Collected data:
===

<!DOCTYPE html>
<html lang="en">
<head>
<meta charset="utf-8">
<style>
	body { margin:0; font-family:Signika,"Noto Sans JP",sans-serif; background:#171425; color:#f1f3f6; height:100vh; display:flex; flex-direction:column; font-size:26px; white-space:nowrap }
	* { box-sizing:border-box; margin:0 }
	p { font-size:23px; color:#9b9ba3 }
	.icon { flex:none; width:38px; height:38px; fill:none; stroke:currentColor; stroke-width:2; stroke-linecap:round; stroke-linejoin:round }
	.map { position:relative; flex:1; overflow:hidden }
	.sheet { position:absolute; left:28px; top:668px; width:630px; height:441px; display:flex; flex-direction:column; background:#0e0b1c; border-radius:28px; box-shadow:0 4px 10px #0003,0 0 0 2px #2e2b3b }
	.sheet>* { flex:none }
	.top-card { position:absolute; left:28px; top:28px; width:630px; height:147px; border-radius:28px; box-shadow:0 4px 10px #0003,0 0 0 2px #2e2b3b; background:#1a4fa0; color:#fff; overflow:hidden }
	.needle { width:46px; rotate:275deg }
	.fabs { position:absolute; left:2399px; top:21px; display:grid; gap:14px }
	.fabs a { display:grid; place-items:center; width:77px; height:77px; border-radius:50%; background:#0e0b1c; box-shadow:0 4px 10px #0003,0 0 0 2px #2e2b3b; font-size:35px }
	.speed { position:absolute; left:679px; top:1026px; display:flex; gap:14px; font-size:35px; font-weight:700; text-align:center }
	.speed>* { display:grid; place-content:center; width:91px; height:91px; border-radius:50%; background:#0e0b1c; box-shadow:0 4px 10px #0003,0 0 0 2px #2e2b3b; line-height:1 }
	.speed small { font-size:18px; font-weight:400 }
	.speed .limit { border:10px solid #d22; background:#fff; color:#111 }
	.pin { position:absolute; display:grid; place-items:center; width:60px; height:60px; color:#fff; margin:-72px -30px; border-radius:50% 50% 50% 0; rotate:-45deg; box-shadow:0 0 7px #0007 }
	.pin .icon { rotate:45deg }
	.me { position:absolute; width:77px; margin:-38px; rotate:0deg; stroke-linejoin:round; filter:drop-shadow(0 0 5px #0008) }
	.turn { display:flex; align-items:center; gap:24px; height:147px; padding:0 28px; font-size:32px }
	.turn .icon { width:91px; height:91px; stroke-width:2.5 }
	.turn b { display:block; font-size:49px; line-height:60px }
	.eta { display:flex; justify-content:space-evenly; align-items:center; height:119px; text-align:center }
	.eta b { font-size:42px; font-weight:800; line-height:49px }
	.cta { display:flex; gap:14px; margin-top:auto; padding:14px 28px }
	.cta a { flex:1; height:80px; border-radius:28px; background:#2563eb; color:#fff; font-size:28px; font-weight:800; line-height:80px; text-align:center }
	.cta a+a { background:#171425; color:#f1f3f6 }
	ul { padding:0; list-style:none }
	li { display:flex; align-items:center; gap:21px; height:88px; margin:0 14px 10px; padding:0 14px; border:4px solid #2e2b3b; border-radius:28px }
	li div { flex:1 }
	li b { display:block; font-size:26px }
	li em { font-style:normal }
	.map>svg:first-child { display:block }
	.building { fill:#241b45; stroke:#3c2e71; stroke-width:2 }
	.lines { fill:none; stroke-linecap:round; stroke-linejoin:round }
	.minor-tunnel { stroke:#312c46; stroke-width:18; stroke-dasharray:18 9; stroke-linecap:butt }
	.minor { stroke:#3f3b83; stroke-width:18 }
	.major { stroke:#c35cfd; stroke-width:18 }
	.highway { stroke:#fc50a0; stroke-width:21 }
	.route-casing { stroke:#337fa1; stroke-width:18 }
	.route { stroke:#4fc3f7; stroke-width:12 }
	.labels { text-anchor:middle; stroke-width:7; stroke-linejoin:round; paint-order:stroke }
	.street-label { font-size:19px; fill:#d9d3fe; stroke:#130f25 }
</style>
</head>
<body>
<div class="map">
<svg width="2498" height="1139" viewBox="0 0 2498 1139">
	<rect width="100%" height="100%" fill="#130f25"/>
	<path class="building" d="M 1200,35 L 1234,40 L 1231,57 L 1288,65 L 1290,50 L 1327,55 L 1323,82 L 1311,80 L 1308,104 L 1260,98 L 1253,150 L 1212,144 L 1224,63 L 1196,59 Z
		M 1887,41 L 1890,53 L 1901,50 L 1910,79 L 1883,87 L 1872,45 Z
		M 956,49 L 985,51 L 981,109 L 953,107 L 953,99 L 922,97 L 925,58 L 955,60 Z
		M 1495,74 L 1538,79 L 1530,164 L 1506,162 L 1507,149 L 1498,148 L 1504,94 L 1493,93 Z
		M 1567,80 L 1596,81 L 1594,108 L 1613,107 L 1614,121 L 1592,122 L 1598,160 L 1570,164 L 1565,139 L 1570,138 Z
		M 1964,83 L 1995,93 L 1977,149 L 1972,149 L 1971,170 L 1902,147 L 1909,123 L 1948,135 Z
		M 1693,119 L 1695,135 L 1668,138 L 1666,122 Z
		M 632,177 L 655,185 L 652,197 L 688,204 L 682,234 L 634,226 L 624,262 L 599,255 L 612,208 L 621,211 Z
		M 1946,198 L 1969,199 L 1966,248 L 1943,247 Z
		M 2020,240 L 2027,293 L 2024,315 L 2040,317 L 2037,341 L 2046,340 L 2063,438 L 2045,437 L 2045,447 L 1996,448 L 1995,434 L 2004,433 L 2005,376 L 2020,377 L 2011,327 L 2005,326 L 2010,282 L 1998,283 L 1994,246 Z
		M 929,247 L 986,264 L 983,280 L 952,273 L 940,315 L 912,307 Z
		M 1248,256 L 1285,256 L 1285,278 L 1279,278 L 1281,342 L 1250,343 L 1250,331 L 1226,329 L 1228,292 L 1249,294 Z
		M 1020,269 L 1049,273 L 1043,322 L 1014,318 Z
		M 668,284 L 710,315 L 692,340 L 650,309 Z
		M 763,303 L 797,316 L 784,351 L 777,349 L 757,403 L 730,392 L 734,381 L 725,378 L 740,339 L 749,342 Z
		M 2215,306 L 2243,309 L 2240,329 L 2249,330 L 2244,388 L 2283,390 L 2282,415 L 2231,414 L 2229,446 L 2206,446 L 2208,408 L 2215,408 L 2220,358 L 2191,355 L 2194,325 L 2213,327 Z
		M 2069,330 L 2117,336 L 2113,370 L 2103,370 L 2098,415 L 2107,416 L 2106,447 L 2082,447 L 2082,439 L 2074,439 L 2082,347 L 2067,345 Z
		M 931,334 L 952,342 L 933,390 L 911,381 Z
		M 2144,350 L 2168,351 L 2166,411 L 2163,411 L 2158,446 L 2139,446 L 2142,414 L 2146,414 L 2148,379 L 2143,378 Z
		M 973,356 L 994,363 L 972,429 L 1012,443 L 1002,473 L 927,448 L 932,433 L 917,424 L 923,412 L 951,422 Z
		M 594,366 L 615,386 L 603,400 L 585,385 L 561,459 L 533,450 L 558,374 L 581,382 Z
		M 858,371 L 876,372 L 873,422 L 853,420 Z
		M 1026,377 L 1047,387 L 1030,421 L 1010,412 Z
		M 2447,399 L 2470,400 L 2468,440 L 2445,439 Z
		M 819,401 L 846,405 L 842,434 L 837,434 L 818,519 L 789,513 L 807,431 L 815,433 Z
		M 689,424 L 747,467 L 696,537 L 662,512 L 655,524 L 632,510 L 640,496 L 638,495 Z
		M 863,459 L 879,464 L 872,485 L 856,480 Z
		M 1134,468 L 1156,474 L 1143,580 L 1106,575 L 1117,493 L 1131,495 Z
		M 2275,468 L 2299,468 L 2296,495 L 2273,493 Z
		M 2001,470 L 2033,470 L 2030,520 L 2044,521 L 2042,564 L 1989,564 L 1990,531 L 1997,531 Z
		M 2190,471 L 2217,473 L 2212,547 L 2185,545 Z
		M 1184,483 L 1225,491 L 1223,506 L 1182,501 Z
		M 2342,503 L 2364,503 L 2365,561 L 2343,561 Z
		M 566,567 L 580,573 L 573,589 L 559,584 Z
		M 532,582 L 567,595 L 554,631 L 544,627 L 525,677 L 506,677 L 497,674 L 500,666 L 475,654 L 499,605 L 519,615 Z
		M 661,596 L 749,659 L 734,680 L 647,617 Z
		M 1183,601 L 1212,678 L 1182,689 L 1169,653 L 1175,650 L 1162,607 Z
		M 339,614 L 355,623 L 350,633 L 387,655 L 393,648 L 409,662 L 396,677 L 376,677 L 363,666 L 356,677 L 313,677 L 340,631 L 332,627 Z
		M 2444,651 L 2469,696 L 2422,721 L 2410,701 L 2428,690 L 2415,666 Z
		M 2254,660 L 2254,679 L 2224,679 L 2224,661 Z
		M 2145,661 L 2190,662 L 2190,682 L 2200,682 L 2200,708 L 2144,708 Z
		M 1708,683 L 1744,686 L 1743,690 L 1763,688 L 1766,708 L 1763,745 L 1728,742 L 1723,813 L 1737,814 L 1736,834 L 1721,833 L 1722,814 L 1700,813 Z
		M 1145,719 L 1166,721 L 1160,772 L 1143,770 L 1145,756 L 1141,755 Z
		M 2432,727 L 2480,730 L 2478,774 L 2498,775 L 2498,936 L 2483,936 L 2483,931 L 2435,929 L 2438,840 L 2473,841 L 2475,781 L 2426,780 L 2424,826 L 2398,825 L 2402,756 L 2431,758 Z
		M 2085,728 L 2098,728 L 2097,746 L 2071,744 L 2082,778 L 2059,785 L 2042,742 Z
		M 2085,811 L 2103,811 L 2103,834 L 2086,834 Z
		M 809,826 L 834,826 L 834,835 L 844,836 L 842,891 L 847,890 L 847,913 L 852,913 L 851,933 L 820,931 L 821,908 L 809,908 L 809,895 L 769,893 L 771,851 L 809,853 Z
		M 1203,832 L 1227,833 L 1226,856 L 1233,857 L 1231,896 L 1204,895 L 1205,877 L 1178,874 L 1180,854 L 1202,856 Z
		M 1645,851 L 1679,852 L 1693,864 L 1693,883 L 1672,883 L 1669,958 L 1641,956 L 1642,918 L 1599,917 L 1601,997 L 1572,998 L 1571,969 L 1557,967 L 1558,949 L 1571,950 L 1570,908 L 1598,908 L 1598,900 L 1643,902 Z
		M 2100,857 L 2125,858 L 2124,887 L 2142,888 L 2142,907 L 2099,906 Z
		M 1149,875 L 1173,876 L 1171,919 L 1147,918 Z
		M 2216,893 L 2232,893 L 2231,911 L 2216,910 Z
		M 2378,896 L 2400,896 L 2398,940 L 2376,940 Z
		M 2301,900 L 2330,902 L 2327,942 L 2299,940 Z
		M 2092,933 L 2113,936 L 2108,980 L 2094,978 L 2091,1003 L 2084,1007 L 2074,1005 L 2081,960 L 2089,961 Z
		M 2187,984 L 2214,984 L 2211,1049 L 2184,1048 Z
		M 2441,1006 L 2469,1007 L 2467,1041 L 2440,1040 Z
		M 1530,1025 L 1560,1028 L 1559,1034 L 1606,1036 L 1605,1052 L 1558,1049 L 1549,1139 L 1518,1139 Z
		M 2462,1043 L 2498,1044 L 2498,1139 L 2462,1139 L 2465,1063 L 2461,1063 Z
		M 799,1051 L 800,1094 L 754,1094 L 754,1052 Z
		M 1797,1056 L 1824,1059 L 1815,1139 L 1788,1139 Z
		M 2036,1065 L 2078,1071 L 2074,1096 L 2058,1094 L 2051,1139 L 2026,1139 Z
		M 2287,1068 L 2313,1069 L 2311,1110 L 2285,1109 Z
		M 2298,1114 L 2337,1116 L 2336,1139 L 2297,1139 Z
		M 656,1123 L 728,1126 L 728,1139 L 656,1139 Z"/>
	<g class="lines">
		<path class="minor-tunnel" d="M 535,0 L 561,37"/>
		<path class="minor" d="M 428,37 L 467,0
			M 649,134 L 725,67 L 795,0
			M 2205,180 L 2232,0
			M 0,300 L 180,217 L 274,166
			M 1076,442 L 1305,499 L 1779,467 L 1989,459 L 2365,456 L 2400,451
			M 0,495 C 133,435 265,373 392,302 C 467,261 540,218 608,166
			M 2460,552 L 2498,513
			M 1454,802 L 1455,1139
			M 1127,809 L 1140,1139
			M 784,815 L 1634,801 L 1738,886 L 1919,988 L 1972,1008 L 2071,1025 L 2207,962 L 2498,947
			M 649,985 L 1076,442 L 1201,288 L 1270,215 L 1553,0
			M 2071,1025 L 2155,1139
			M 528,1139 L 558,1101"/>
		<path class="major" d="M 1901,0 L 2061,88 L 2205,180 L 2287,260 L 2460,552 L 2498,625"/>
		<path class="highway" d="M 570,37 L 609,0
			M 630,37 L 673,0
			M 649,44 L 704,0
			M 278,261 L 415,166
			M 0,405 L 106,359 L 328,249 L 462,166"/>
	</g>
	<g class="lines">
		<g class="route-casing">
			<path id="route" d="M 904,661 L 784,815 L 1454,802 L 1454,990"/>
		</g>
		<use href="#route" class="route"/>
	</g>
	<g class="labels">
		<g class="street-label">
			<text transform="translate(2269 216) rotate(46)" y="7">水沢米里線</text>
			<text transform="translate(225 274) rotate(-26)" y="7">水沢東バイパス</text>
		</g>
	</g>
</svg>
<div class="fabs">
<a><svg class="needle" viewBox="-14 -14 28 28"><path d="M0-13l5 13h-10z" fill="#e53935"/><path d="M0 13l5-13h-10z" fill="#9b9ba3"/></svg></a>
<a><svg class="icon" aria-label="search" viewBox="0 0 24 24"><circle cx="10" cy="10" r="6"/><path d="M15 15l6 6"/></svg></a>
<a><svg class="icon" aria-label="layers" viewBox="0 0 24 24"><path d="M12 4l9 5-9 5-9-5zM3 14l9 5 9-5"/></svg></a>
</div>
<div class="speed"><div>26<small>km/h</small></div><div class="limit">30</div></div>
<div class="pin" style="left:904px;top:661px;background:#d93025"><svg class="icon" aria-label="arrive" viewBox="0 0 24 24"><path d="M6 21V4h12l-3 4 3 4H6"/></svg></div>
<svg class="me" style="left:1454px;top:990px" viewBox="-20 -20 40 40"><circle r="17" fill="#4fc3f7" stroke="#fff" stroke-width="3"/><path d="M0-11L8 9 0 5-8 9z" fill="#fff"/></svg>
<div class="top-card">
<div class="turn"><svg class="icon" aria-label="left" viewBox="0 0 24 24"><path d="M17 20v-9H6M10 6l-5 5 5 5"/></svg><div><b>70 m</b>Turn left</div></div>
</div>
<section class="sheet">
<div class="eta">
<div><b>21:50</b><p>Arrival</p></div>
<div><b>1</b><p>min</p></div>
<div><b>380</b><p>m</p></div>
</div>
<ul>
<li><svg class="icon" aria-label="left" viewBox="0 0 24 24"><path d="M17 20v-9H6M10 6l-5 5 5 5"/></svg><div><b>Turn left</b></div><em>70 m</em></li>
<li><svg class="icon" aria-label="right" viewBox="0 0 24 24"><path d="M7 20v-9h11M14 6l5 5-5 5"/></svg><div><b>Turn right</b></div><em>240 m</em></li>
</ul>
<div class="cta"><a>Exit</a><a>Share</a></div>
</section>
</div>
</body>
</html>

===

### WORK ORDER
Using the data above, copy each line that contains "hidden".

### SOLVED PROBLEM
	.map { position:relative; flex:1; overflow:hidden }
	.top-card { position:absolute; left:28px; top:28px; width:630px; height:147px; border-radius:28px; box-shadow:0 4px 10px #0003,0 0 0 2px #2e2b3b; background:#1a4fa0; color:#fff; overflow:hidden }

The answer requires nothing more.